Power information for hybrid PowerBuoy
| Continuous Payload Power | Peak Payload Power | Payload Usable Energy without refueling | Topside Payload Electrical Interface | Subsea Payload Electrical Interface |
|---|---|---|---|---|
| 850 W | 1000 W | 1100 - 2000 kWh | 24 Vdc standard- up to 1000 Vdc custom | 300 Vdc to 1000 Vdc through a mooring cable |

== Related Devices and Systems ==
=== PowerBuoy Surveillance System ===
The PowerBuoy surveillance system launched in July 2020. The surveillance system can be integrated with both models of the PowerBuoy and acts as an expansion of the communications and data collection devices already present. The system includes

- Lighting rod
- Radar
- HD/IR camera
- AIS antenna
- Marine lights
- AIS and Wi-Fi transponder
- Wind Sensor
- Communications Module Enclosure

One surveillance system is able to monitor over 1,600 sq. mi of the ocean's surface, either continuously or periodically. The systems can also be linked together to give visibility and information over a large ocean area. The system can be customized to include more features for specific niches, such as water quality and tsunami activity.

=== Subsea Battery ===
The Subsea Battery launched in August 2020.

The subsea battery is an environmentally conscious and economically efficient battery designed to power subsea payloads and can be integrated with both the PB3 PowerBuoy and the Hybrid PowerBuoy. However, it can also be utilized on its own or configured to be compatible with other power sources.

The Subsea Battery uses lithium-iron phosphate batteries and is made of environmentally friendly (light) metals. The Subsea Battery is designed for a 10-year life however the conditions it is put in can cause some variation.

Power information and Dimensions of the Subsea Battery
| Total Capacity | Voltage | Peak Power Delivery | Dimensions (LengthxWidthxHeight) | Total Weight | Depth Rating |
|---|---|---|---|---|---|
| 132 kWh | 250 VDC to 350 VDC | 15 kW | 3 m x 2 m x 2.1 m | 6,700 kg | 500 m |

== Uses ==
While initially designed with the goal of providing renewable energy to people living on land, over time OPT has shifted the focus of PowerBuoy to finding more specific niches as an offshore power system. surveillance, and communication device.

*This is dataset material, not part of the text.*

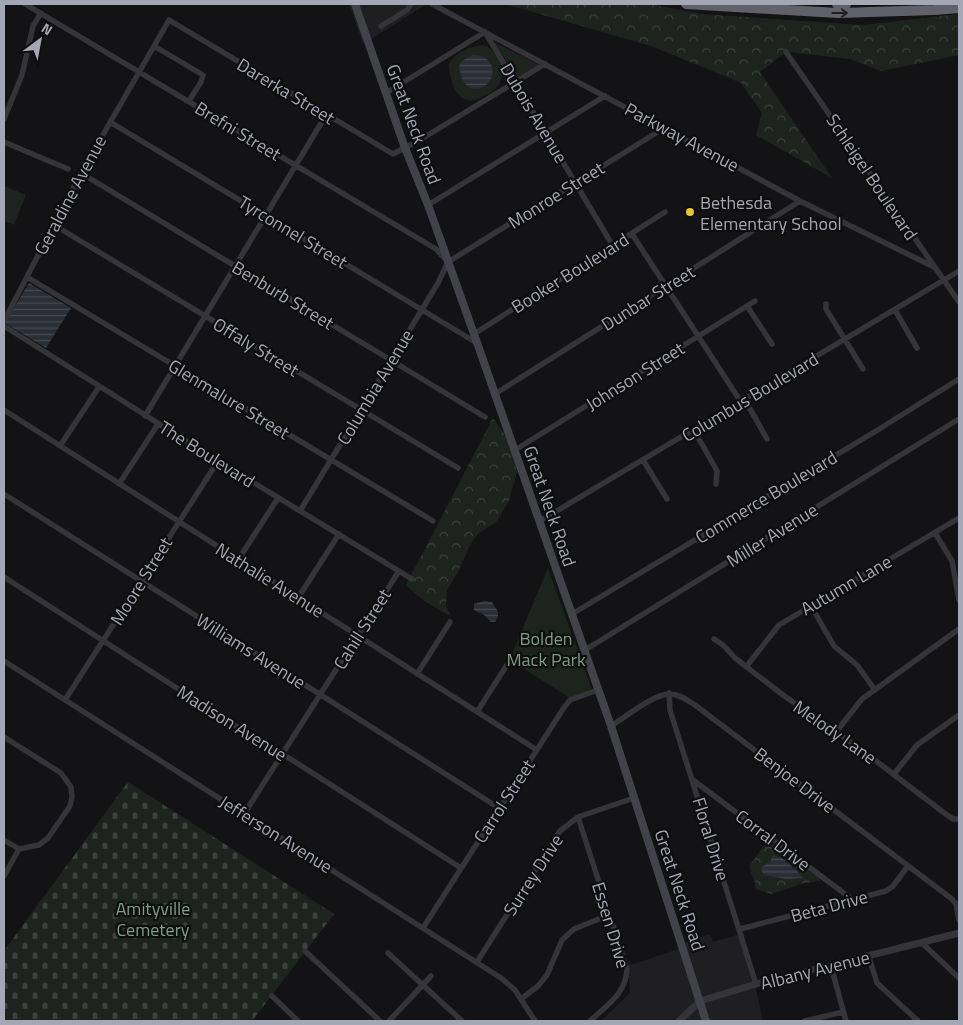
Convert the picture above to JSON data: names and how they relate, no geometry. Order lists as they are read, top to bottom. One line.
{"streets":{"main road":["Great Neck Road"],"street":["Darerka Street","Dubois Avenue","Brefni Street","Parkway Avenue","Schleigel Boulevard","Geraldine Avenue","Monroe Street","Tyrconnel Street","Booker Boulevard","Benburb Street","Dunbar Street","Offaly Street","Johnson Street","Columbia Avenue","Columbus Boulevard","Glenmalure Street","The Boulevard","Commerce Boulevard","Miller Avenue","Nathalie Avenue","Moore Street","Autumn Lane","Cahill Street","Williams Avenue","Madison Avenue","Melody Lane","Benjoe Drive","Carrol Street","Jefferson Avenue","Floral Drive","Corral Drive","Surrey Drive","Beta Drive","Essen Drive","Albany Avenue"]},"crossings":[["Darerka Street","Great Neck Road"],["Darerka Street","Geraldine Avenue"],["Dubois Avenue","Parkway Avenue"],["Dubois Avenue","Monroe Street"],["Dubois Avenue","Booker Boulevard"],["Great Neck Road","Brefni Street"],["Great Neck Road","Monroe Street"],["Great Neck Road","Tyrconnel Street"],["Great Neck Road","Booker Boulevard"],["Great Neck Road","Dunbar Street"],["Great Neck Road","Johnson Street"],["Great Neck Road","Columbia Avenue"],["Great Neck Road","Columbus Boulevard"],["Great Neck Road","Commerce Boulevard"],["Great Neck Road","Miller Avenue"],["Great Neck Road","Carrol Street"],["Great Neck Road","Surrey Drive"],["Great Neck Road","Albany Avenue"],["Brefni Street","Geraldine Avenue"],["Brefni Street","Monroe Street"],["Brefni Street","Columbia Avenue"],["Parkway Avenue","Schleigel Boulevard"],["Parkway Avenue","Monroe Street"],["Parkway Avenue","Dunbar Street"],["Schleigel Boulevard","Columbus Boulevard"],["Geraldine Avenue","Tyrconnel Street"],["Geraldine Avenue","Benburb Street"],["Geraldine Avenue","Offaly Street"],["Geraldine Avenue","Glenmalure Street"],["Monroe Street","Columbia Avenue"],["Tyrconnel Street","Columbia Avenue"],["Benburb Street","Columbia Avenue"],["Offaly Street","Columbia Avenue"],["Columbia Avenue","Glenmalure Street"],["Columbia Avenue","The Boulevard"],["The Boulevard","Moore Street"],["The Boulevard","Cahill Street"],["Nathalie Avenue","Moore Street"],["Nathalie Avenue","Cahill Street"],["Nathalie Avenue","Carrol Street"],["Moore Street","Williams Avenue"],["Moore Street","Madison Avenue"],["Moore Street","Jefferson Avenue"],["Autumn Lane","Melody Lane"],["Cahill Street","Williams Avenue"],["Cahill Street","Madison Avenue"],["Cahill Street","Jefferson Avenue"],["Williams Avenue","Carrol Street"],["Madison Avenue","Carrol Street"],["Benjoe Drive","Floral Drive"],["Benjoe Drive","Beta Drive"],["Carrol Street","Jefferson Avenue"],["Jefferson Avenue","Surrey Drive"],["Floral Drive","Corral Drive"],["Floral Drive","Beta Drive"],["Floral Drive","Albany Avenue"],["Corral Drive","Beta Drive"],["Surrey Drive","Essen Drive"]],"parks":["Bolden Mack Park","Amityville Cemetery"],"places":["Bethesda Elementary School"],"north":"top right"}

=== Defense and Security ===
PowerBuoy's ability to constantly power itself, go long periods without maintenance, and surveillance/communication capabilities make it a strong asset for organizations focusing on defense and security. PowerBuoys are able to be placed in remote areas across the ocean and provide continuous information to on shore facilities. This makes them ideal for monitoring remote sections of ocean for illegal activities such as human and drug trafficking. Organizations utilizing PowerBuoys can get continuous updates on the boats that enter pockets of the ocean where PowerBuoys are monitoring.

=== Science and Research ===
PowerBuoys provide a cost-efficient and eco-friendly way for research to be done in remote areas of the ocean. PowerBuoys provide power to machines and devices used by scientists and researchers to understand climate change, ecosystems, weather patterns, and more. The low operational cost of PowerBuoys along with them not needing consistent maintenance makes it ideal for longer operations.

=== Communication ===
PowerBuoys expand communication networks using their built-in surveillance and communication systems. As they can be placed in remote offshore areas and power themselves, Powerbuoys are able to be used as a stable communication platform that can expand already existing networks. This allows users and organizations to expand their range for both commercial and recreational uses.